Be a teacher, not a preacher — how to shape your service model to work for millennials

I remember when I started my career as a financial advisor. The hunger to learn everything about the business and management of portfolios was palpable. One day I stopped into the office of one of the largest producers in my company to see if he would be willing to answer client questions about options trading. I vividly remember him telling me that the complexities of options were way out of my league, and that I should "partner” with him if I ever wanted to sell an option. He said, “You see, the key to selling complex products is showing clients how little they understand.” I got three words in during our entire conversation and much of the wind was taken out of my sails that day.

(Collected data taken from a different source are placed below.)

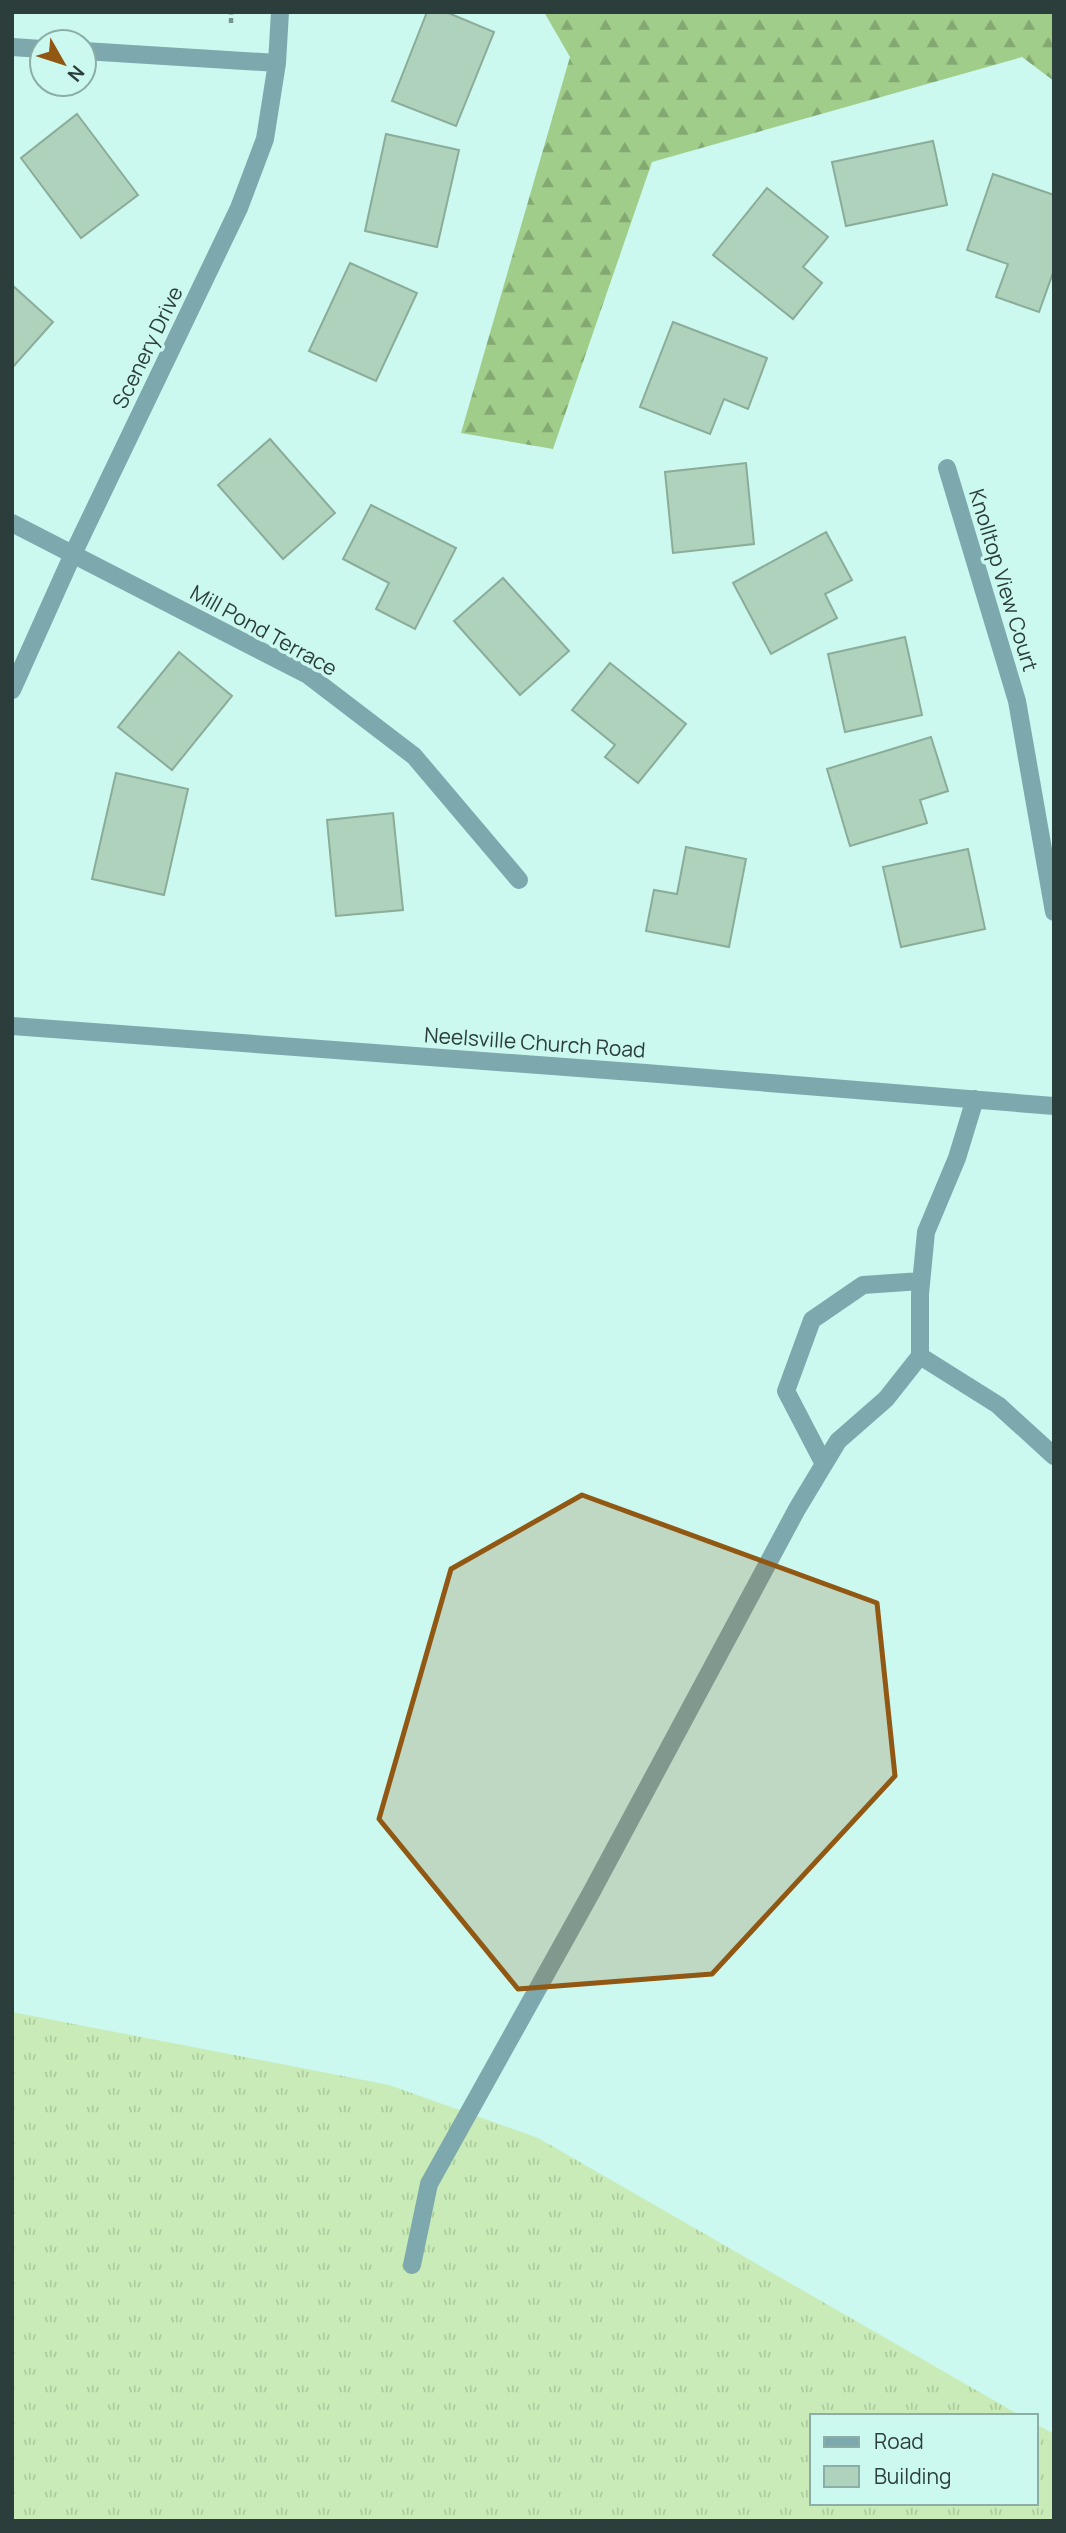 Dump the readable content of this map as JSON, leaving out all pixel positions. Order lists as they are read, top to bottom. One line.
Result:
{"streets":{"street":["Scenery Drive","Knolltop View Court","Mill Pond Terrace","Neelsville Church Road"]},"crossings":[["Scenery Drive","Mill Pond Terrace"]],"legend":["Road","Building"],"north":"bottom right"} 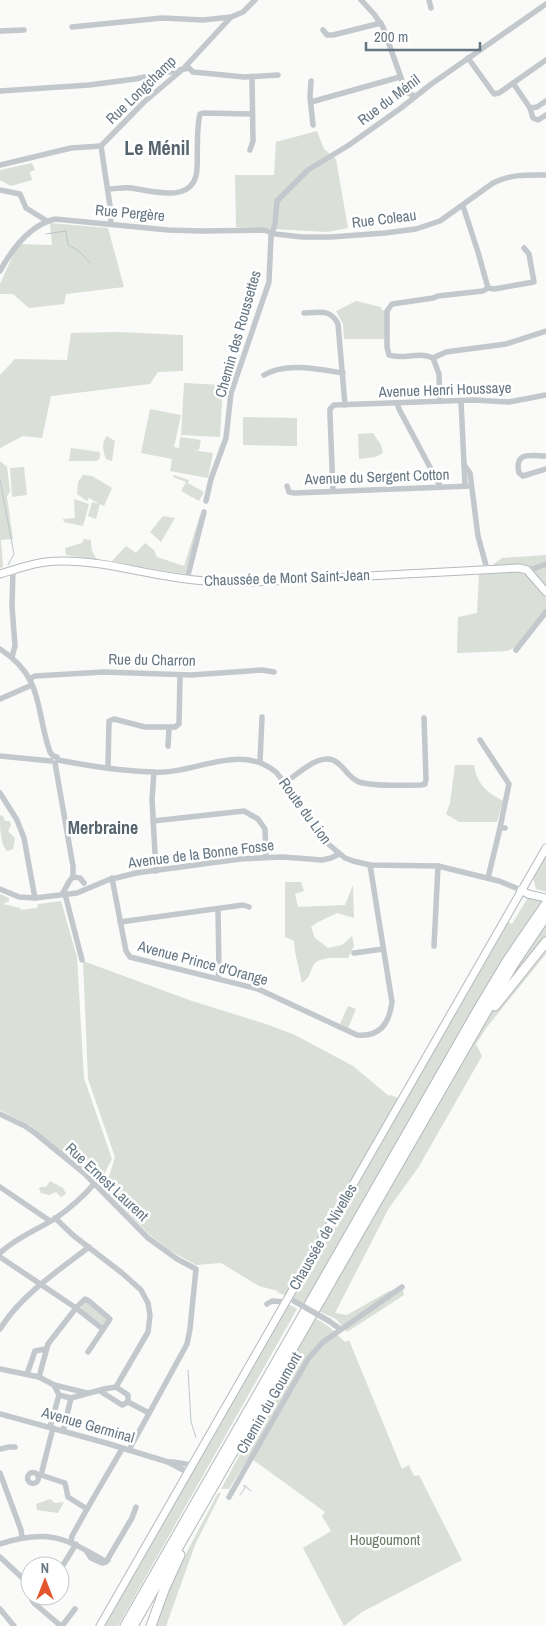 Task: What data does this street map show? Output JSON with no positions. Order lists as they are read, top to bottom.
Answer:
{
  "streets": {
    "main road": ["Chaussée de Mont Saint-Jean", "Route du Lion", "Chaussée de Nivelles"],
    "street": [
      "Rue Longchamp",
      "Rue du Ménil",
      "Rue Pergère",
      "Rue Coleau",
      "Chemin des Roussettes",
      "Avenue Henri Houssaye",
      "Avenue du Sergent Cotton",
      "Rue du Charron",
      "Avenue de la Bonne Fosse",
      "Avenue Prince d'Orange",
      "Rue Ernest Laurent",
      "Chemin du Goumont",
      "Avenue Germinal"
    ]
  },
  "crossings": [
    ["Rue Longchamp", "Rue Pergère"],
    ["Rue du Ménil", "Rue Pergère"],
    ["Rue du Ménil", "Rue Coleau"],
    ["Rue du Ménil", "Chemin des Roussettes"],
    ["Rue Pergère", "Rue Coleau"],
    ["Rue Pergère", "Chemin des Roussettes"],
    ["Rue Coleau", "Chemin des Roussettes"],
    ["Route du Lion", "Avenue de la Bonne Fosse"],
    ["Route du Lion", "Avenue Prince d'Orange"],
    ["Route du Lion", "Chaussée de Nivelles"],
    ["Avenue de la Bonne Fosse", "Avenue Prince d'Orange"],
    ["Chaussée de Nivelles", "Avenue Germinal"]
  ],
  "districts": ["Le Ménil", "Merbraine"],
  "parks": ["Hougoumont"],
  "scale_bar": "200 m",
  "north": "top"
} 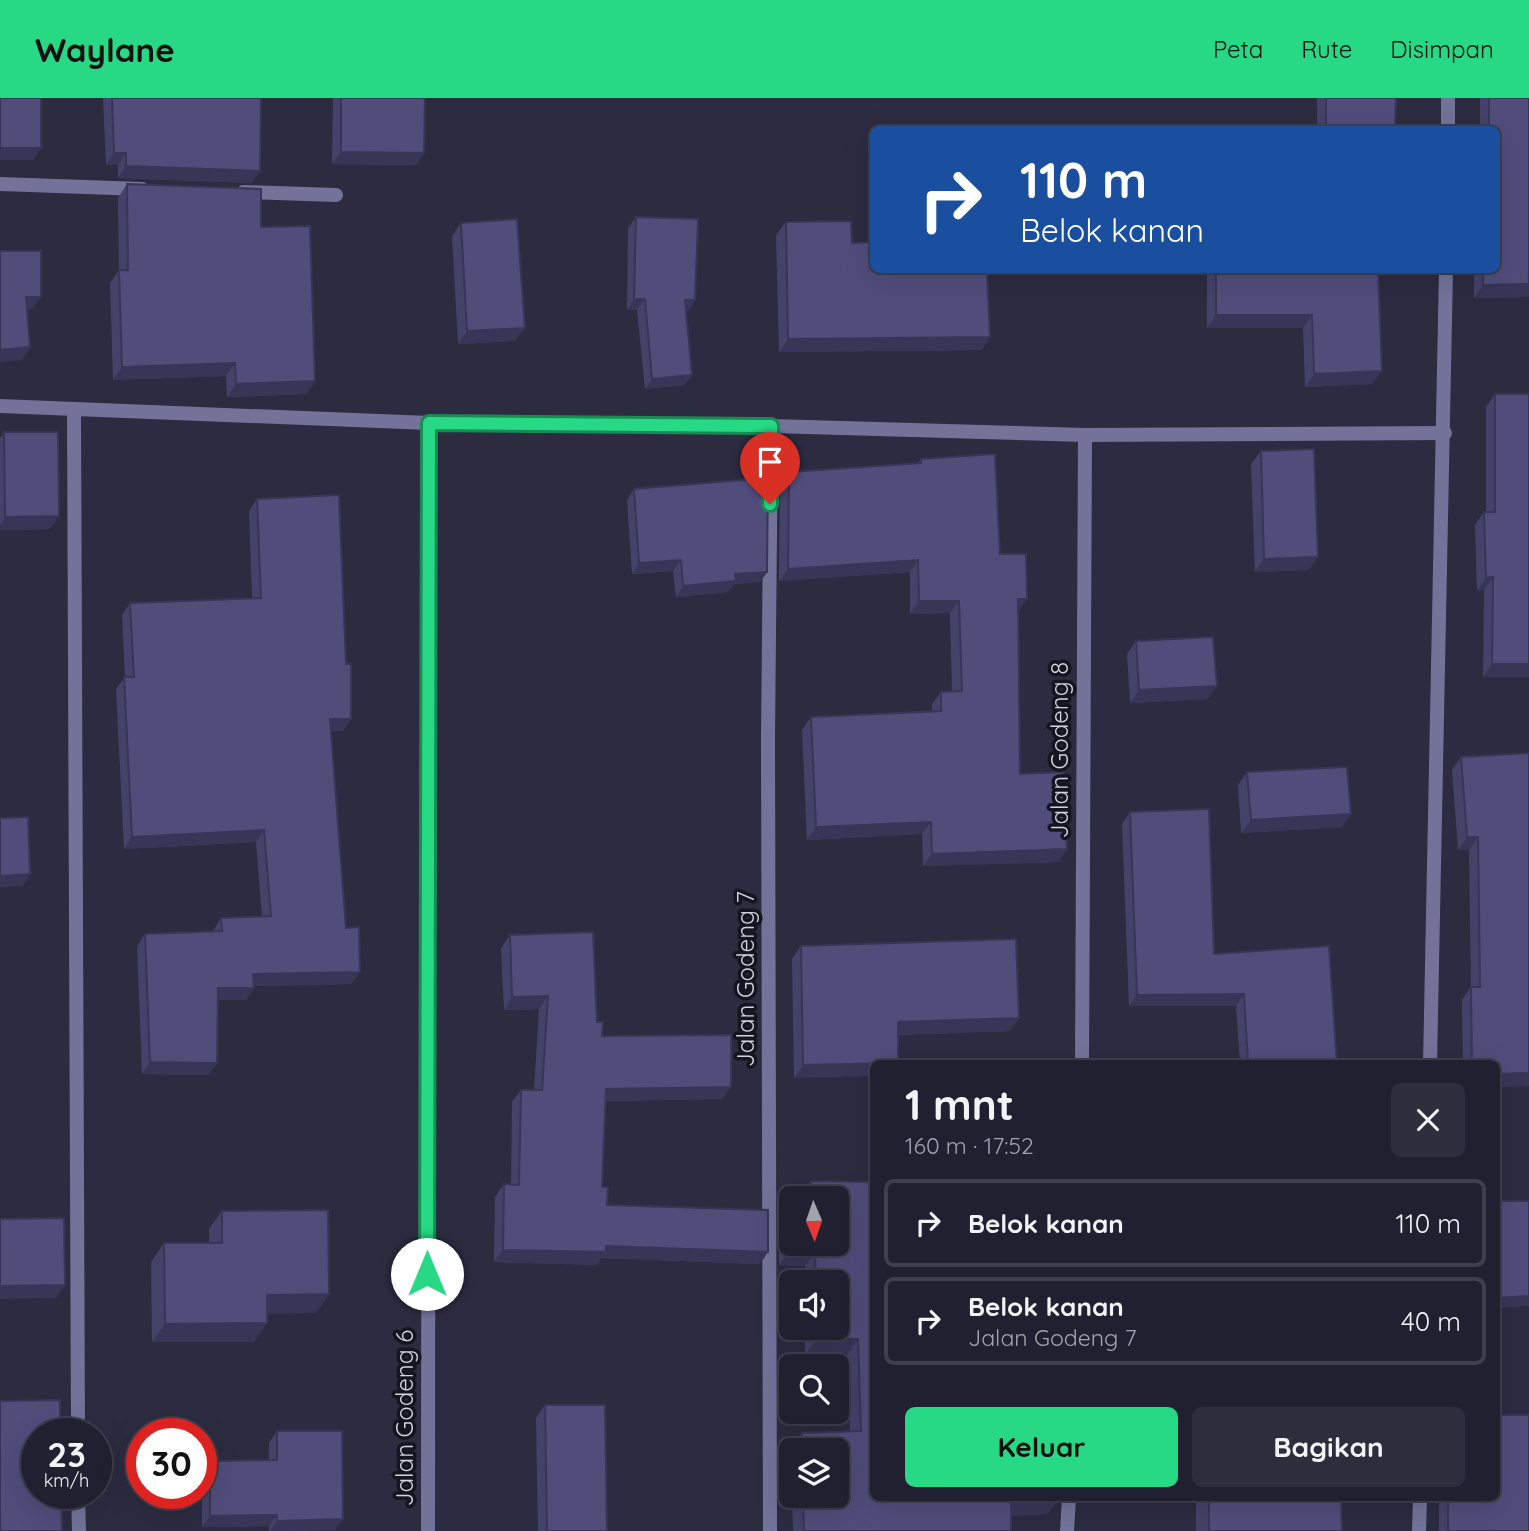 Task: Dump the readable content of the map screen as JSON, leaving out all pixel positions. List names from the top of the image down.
{
  "streets": {
    "street": ["Jalan Godeng 8", "Jalan Godeng 7", "Jalan Godeng 6"]
  },
  "north": "bottom",
  "page": {
    "header": "Waylane",
    "nav": ["Peta", "Rute", "Disimpan"],
    "turn": ["110 m", "Belok kanan"],
    "heading": ["1 mnt", "160 m · 17:52"],
    "list": [
      {
        "name": "Belok kanan",
        "value": "110 m"
      },
      {
        "name": "Belok kanan",
        "note": "Jalan Godeng 7",
        "value": "40 m"
      }
    ],
    "buttons": ["Keluar", "Bagikan"],
    "speed": "23 km/h",
    "limit": "30"
  }
} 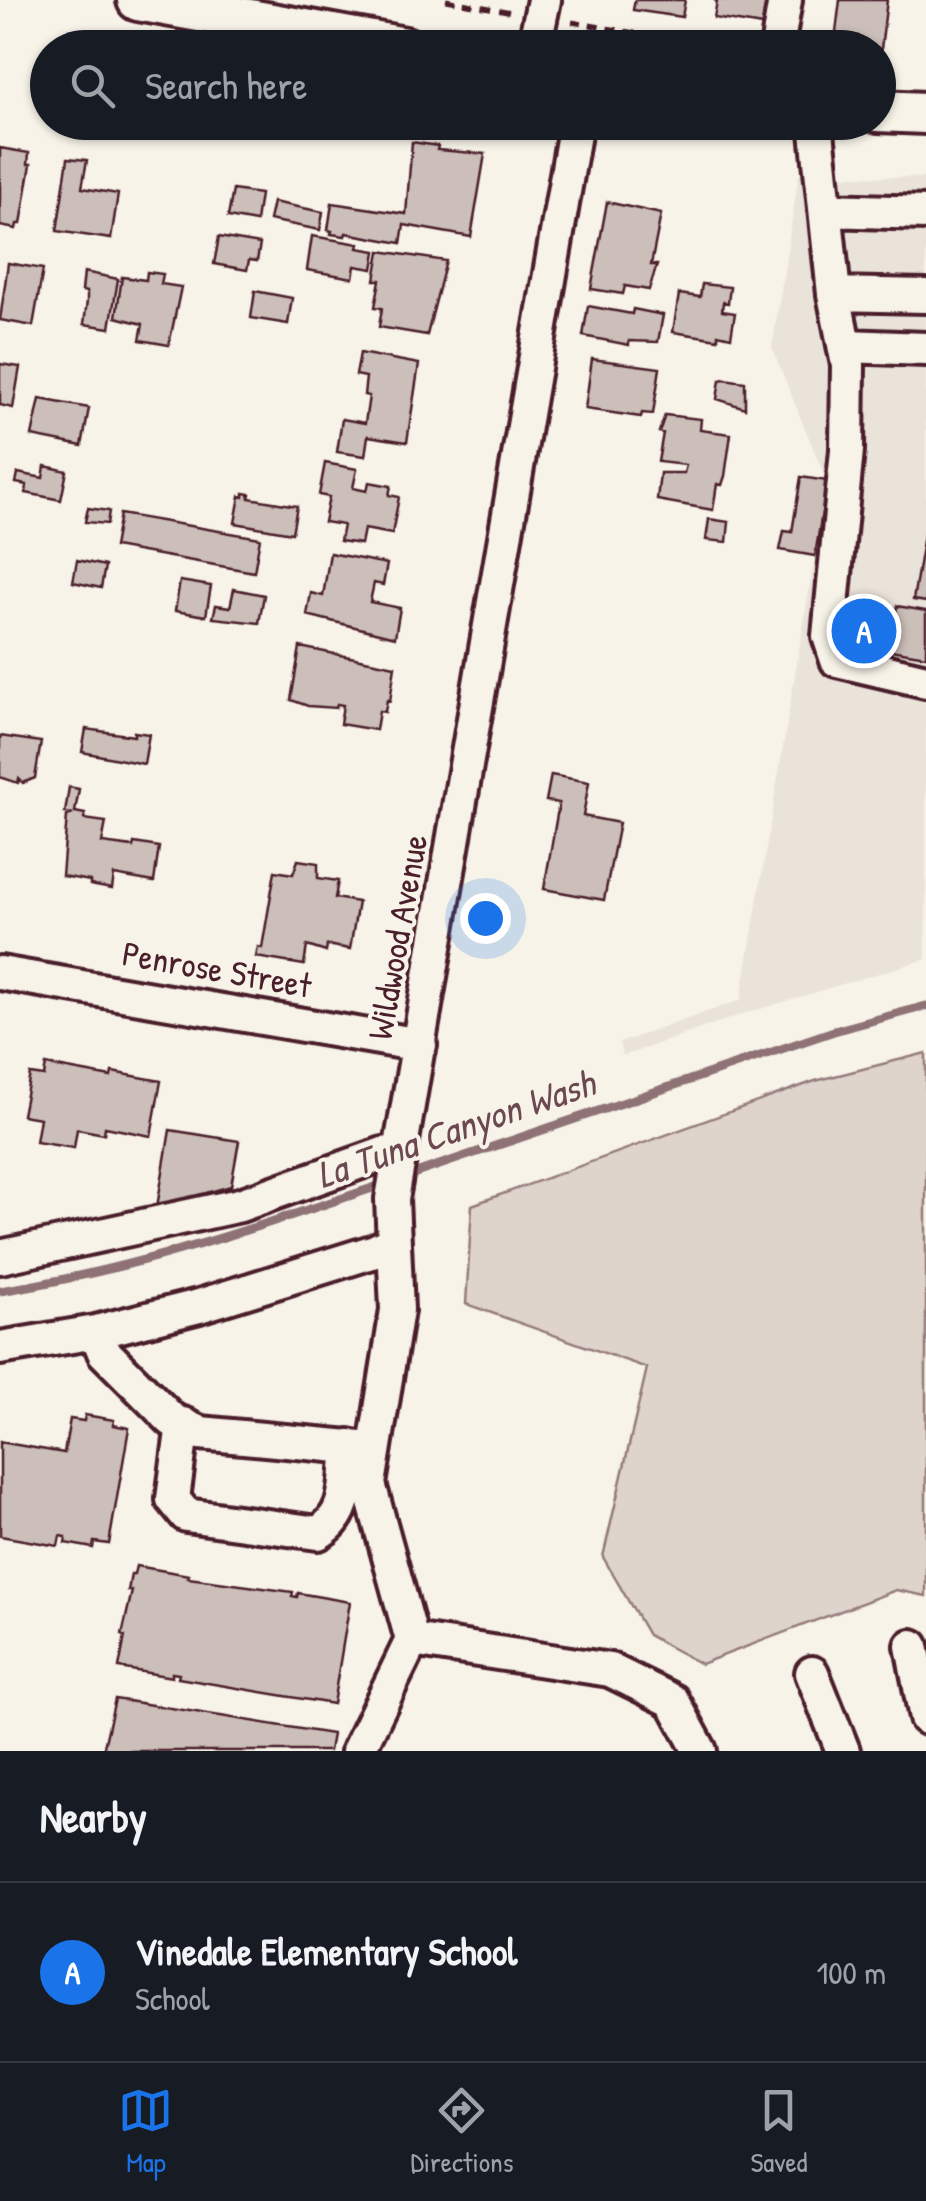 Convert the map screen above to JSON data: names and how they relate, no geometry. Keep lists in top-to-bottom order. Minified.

Some of our success as financial advisors comes from differentiating ourselves from other service providers in the market. However, your expertise and knowledge, which serves as a signal of your value, can also become subtle condescension if the intent is communicated improperly. Successfully obtaining and retaining millennial clients, most clients for that matter, requires relatable marketing content, a comfortable delivery method, and succinct messaging across multiple media. So, how do we accomplish this?

Be relatable

Hopefully, the story that I began with brings up a similar emotive story of your own. Being relatable to a millennial audience comes from having a genuine message that's centered on an understanding of millennial investors' specific needs. In doing so, we are reframing our value proposition. It's a subtle shift, from a financial advisor who has access to information that clients do not, to being a financial advisor who can sift through a bevy of information and help clients determine what is relevant to their financial roadmaps. Telling clients that they can’t plan without you doesn’t quite create the same value as showing them and helping them understand that they won't want to. Relatability entails showing millennials that you understand the needs of their generation and are willing to be both authentic and a little unconventional in communicating with them.

Be informal

Meeting clients where they are, and yet expertly guiding them through the financial complexities of their lives is a fine balance. Historically, interaction with clients took place in person and over the phone. A recent study from the Beddoes Institute shows that millennials are twice as likely as boomer clients to prefer informal catch-ups, and half as likely as boomers to prefer formal meetings at an advisor’s office.* This doesn’t mean that you have to schedule meetings in Chuck Taylors, faded jeans, and a T-shirt. It is more subtle than the way you dress or the slang you use.

Shifting toward a more open-ended client structure could simply mean conducting a meeting using a round-table office setting, or at a coffee shop. It could also include doing segmented planning in an online medium, or the co-creation of a financial plan. Make meetings less hierarchical, and more about discovery and achieving financial objectives together. Sometimes this shift in approach can be achieved easily by asking yourself, what would a client say after meeting with me the first time?

Be now

The millennial generation has grown up inundated with information from every direction — social media, television, print media, billboards, and even the clothes they wear. This means that your client communication has to be succinct, and also come across multiple delivery channels. Start by developing three key brand differentiators about the way you approach relationships with clients. An example statement might be: We understand and react to relevant financial information so you can live your life informed and financially ready.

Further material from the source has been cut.